Title: Development of Self-Contained Solar Energy Experiment Kits

Motivation: Many solar energy predictor calculators use historical weather and solar irradiance data to estimate future solar energy system performance, and thus, valuation. Practically speaking, the accuracy of these estimations is important to many industry stakeholders. First, for the insurance industry, accurate estimation of solar panel valuation is important if solar panels are damaged by hail or wind, because home owners can file an insurance claim based on the current and/or remaining value. Second, for the realty industry, when someone is trying to sell their home and plan to leave the solar panels on the roof, the added value of the solar panels will affect the home selling price. Third, for government purposes, the value contributed by solar panels will determine the property tax assessment. Fourth, for consumers (homeowners, businesses, and utility companies) who are purchasing and installing the solar panels, accurately estimating the solar panel valuation will ensure an accurate and timely return on their investment. This is a challenging project that is well-suited for students with an interest in programming, statistical analysis, and renewable energy; students will learn and apply valuable skills and tools widely used in industry.

  • Objective 1: Develop a solar energy sensor to collect and store weather and solar irradiance data including solar panel temperature and incoming solar irradiance.

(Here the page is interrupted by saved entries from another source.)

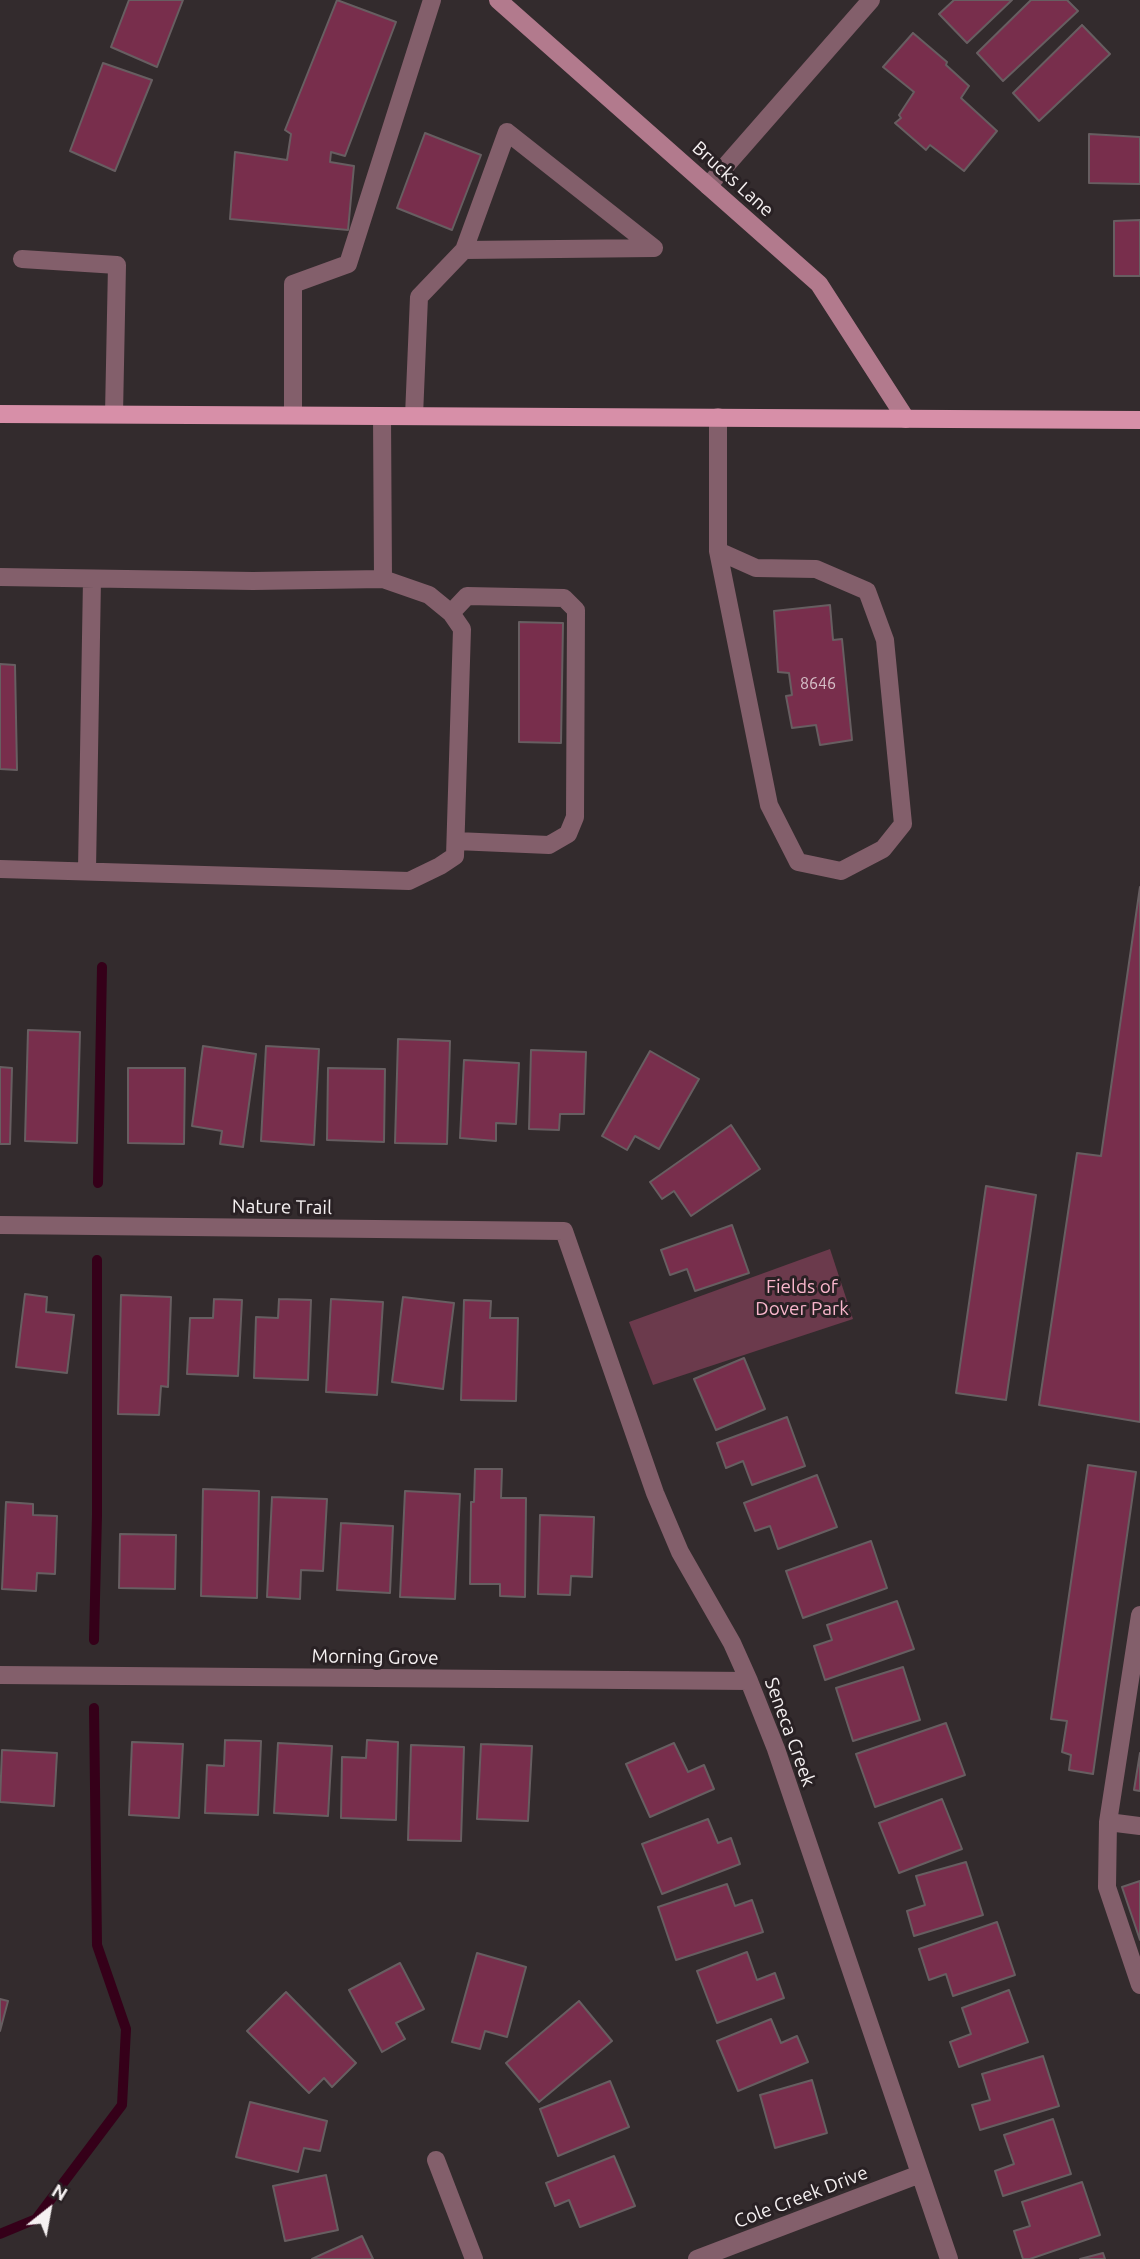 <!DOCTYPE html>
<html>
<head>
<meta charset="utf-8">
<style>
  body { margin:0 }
  #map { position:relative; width:1140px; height:2259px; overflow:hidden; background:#332b2d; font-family:Ubuntu,sans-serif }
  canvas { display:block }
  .north { position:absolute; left:14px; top:2175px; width:70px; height:70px; -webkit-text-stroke:5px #292124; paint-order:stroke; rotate:31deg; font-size:19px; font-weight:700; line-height:28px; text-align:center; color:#f5f0f1 }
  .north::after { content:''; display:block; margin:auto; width:24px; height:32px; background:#f5f0f1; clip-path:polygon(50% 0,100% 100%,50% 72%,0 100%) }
</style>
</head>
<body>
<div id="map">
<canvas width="1140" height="2259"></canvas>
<div class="north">N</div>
</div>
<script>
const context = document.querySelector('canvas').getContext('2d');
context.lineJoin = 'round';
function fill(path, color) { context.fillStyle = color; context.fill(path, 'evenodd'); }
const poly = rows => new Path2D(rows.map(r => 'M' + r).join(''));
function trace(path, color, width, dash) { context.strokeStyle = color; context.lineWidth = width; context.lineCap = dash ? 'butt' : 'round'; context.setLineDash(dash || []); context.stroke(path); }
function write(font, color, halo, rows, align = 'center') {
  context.font = font + ' Ubuntu,sans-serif'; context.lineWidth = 6; context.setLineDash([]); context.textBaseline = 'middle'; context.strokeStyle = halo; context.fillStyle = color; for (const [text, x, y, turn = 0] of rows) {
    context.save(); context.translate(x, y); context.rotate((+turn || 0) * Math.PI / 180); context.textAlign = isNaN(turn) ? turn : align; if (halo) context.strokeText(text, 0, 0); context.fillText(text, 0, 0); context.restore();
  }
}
fill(poly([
  [830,1249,853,1319,653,1385,629,1322]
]), '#6b3a4c');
trace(poly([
  [98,1183,102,967],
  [94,1640,97,1515,97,1260],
  [0,2234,36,2219,122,2105,126,2029,97,1945,94,1708]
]), '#350019', 10);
const building = poly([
  [129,0,183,0,157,67,111,47,129,0],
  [337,0,396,22,345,156,331,152,330,162,354,166,348,230,230,219,235,152,287,160,291,134,285,130,337,0],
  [954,0,1012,0,967,43,939,14,954,0],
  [1031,0,1067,0,1078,11,1003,81,977,53,1031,0],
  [1082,25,1110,54,1039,121,1013,93,1082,25],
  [913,33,947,62,946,65,969,86,961,98,997,131,964,171,930,145,926,150,895,123,901,118,899,115,914,92,883,67,913,33],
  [103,63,152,80,115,171,70,151,103,63],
  [425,133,481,155,452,230,397,208,425,133],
  [1089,134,1140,137,1140,184,1089,183,1089,134],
  [1140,220,1140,276,1114,276,1114,221,1140,220],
  [830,605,833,640,842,639,852,740,820,745,816,725,792,728,786,696,792,695,789,673,778,672,774,611,830,605],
  [519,622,563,623,561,743,519,742,519,622],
  [0,664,15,665,17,770,0,769,0,664],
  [1140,887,1140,1422,1039,1405,1077,1153,1101,1156,1140,887],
  [28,1030,80,1032,77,1143,25,1141,28,1030],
  [398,1039,450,1041,447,1144,395,1143,398,1039],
  [203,1046,256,1054,243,1147,220,1144,222,1131,192,1126,203,1046],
  [266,1046,319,1049,314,1145,261,1141,266,1046],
  [531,1050,586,1052,584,1114,560,1114,559,1130,529,1129,531,1050],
  [650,1051,699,1079,659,1149,635,1136,627,1150,602,1136,650,1051],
  [464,1060,519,1063,516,1124,496,1123,496,1141,460,1138,464,1060],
  [0,1067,12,1068,10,1144,0,1144,0,1067],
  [128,1068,185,1068,184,1144,128,1143,128,1068],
  [328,1068,385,1069,384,1142,327,1140,328,1068],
  [731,1125,760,1169,691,1216,674,1191,662,1199,650,1182,731,1125],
  [986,1186,1036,1195,1006,1400,956,1393,986,1186],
  [732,1225,749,1273,695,1291,687,1269,670,1275,661,1250,732,1225],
  [25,1294,47,1297,46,1312,74,1315,67,1373,16,1367,25,1294],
  [121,1295,171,1297,168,1387,161,1386,159,1415,118,1414,121,1295],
  [403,1297,454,1303,443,1389,392,1382,403,1297],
  [214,1299,242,1300,238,1376,187,1374,190,1318,213,1318,214,1299],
  [279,1299,311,1300,308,1380,254,1378,256,1317,278,1318,279,1299],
  [331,1299,383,1302,377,1395,326,1392,331,1299],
  [464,1300,491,1301,490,1318,518,1318,516,1401,461,1400,464,1300],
  [744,1358,765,1409,716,1430,694,1379,744,1358],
  [787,1417,805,1466,752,1485,743,1461,726,1468,717,1443,787,1417],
  [1088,1465,1136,1472,1093,1774,1069,1770,1071,1755,1062,1752,1067,1721,1051,1719,1088,1465],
  [475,1469,502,1469,501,1498,526,1498,525,1597,500,1596,500,1584,470,1584,471,1502,474,1502,475,1469],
  [817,1475,837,1527,778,1549,770,1526,755,1531,744,1503,817,1475],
  [203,1489,259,1491,257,1598,201,1596,203,1489],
  [405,1491,460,1494,455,1599,400,1597,405,1491],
  [272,1497,327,1499,323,1571,301,1570,300,1599,267,1597,272,1497],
  [6,1502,33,1504,33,1515,57,1516,55,1574,37,1573,36,1591,2,1589,6,1502],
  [540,1515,594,1517,592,1577,571,1576,570,1595,538,1594,540,1515],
  [341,1523,393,1526,390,1593,337,1590,341,1523],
  [120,1534,176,1535,175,1589,119,1588,120,1534],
  [871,1541,887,1588,803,1618,786,1571,871,1541],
  [897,1601,914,1649,825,1680,814,1646,832,1640,827,1625,897,1601],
  [903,1667,920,1720,853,1741,836,1688,903,1667],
  [946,1723,965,1775,875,1807,856,1754,946,1723],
  [225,1740,261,1741,258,1815,205,1813,207,1765,224,1766,225,1740],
  [367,1740,398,1742,396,1820,341,1818,342,1757,366,1758,367,1740],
  [132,1742,183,1744,179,1818,129,1815,132,1742],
  [278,1743,332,1746,328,1816,274,1813,278,1743],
  [674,1743,688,1772,704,1765,714,1789,650,1817,626,1764,674,1743],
  [481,1744,532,1746,528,1821,477,1819,481,1744],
  [411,1745,464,1747,461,1841,408,1840,411,1745],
  [2,1750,57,1753,54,1806,0,1802,2,1750],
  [1140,1753,1140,1791,1134,1790,1140,1753],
  [942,1799,962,1849,899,1873,879,1823,942,1799],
  [708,1819,718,1843,731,1838,740,1864,662,1894,642,1844,708,1819],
  [966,1862,983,1915,914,1936,907,1911,925,1905,916,1876,966,1862],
  [1140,1881,1140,1940,1122,1887,1140,1881],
  [727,1884,735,1906,752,1900,763,1932,676,1960,658,1907,727,1884],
  [997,1922,1015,1975,953,1996,946,1974,929,1980,919,1949,997,1922],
  [747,1952,757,1980,775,1973,784,1998,717,2023,697,1971,747,1952],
  [477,1953,526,1967,507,2037,485,2031,480,2049,452,2042,477,1953],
  [400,1963,424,2009,396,2023,405,2039,382,2052,349,1990,400,1963],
  [1009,1990,1028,2042,959,2067,950,2042,971,2034,962,2008,1009,1990],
  [286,1992,356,2063,332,2087,324,2078,309,2093,247,2031,286,1992],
  [0,1999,8,2001,0,2031,0,1999],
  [579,2001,612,2041,539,2102,506,2063,579,2001],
  [771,2019,781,2043,797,2036,808,2062,738,2091,717,2041,771,2019],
  [1043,2056,1059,2106,980,2130,972,2105,990,2100,982,2074,1043,2056],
  [812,2080,827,2133,775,2148,760,2095,812,2080],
  [610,2081,629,2127,558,2156,540,2109,610,2081],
  [250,2102,327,2121,320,2151,304,2148,298,2172,236,2157,250,2102],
  [1053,2119,1071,2174,1003,2196,995,2171,1014,2164,1004,2135,1053,2119],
  [614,2156,635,2206,580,2227,569,2200,555,2206,546,2183,614,2156],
  [326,2175,338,2230,285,2241,273,2186,326,2175],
  [1082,2182,1100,2235,1030,2259,1023,2259,1014,2231,1030,2226,1022,2202,1082,2182],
  [362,2236,373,2259,312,2259,362,2236],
  [1103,2253,1105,2259,1080,2259,1103,2253]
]);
fill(building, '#782e4c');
trace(building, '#675e61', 2);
trace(poly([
  [708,186,871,0],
  [22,259,117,265,114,414],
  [293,415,293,284,348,264,432,0],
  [414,416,419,297,464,250,507,132,654,248,464,250],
  [718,417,718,551,756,568,816,569,867,591,885,640,903,824,883,849,841,871,798,862,769,805,718,551],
  [0,577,253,581,383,579],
  [451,613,467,596,564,598,576,610,575,817,568,834,549,845,456,841],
  [0,869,409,881,440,866,455,856,462,629,451,613,429,595,383,579,382,416],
  [87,870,92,579],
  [1140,1615,1108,1822,1140,1826],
  [1108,1822,1107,1887,1140,1985]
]), '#835f6b', 18);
trace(poly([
  [0,1225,564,1231,655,1493,680,1552,732,1643,749,1681,776,1749,949,2259],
  [0,1675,749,1681],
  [436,2160,474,2259],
  [697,2259,920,2174]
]), '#835f6b', 18);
trace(poly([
  [498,0,819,284,906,419]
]), '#b27a8d', 18);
trace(poly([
  [0,414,1140,420]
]), '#d78fa8', 18);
write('16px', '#d6c0c8', null, [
  ["8646",818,684]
]);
write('19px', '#f5f0f1', '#292124', [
  ["Brucks Lane",733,179,42],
  ["Nature Trail",282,1207,1],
  ["Morning Grove",375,1657,1],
  ["Seneca Creek",790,1732,70],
  ["Cole Creek Drive",801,2197,-21]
]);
write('19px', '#f9b6cc', '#292124', [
  ["Fields of",802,1287],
  ["Dover Park",802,1309]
]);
</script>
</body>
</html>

  • Objective 2: Develop a graphical user interface for entering solar panel specific data including DC power rating and temperature coefficient, and incorporating with the stored weather and solar irradiance data for the purpose of predicting the availability of AC power.
  • Objective 3: Develop self-contained solar energy experiment kits for middle and high school teachers to educate students on statistical analysis concepts through the perspective of renewable energy.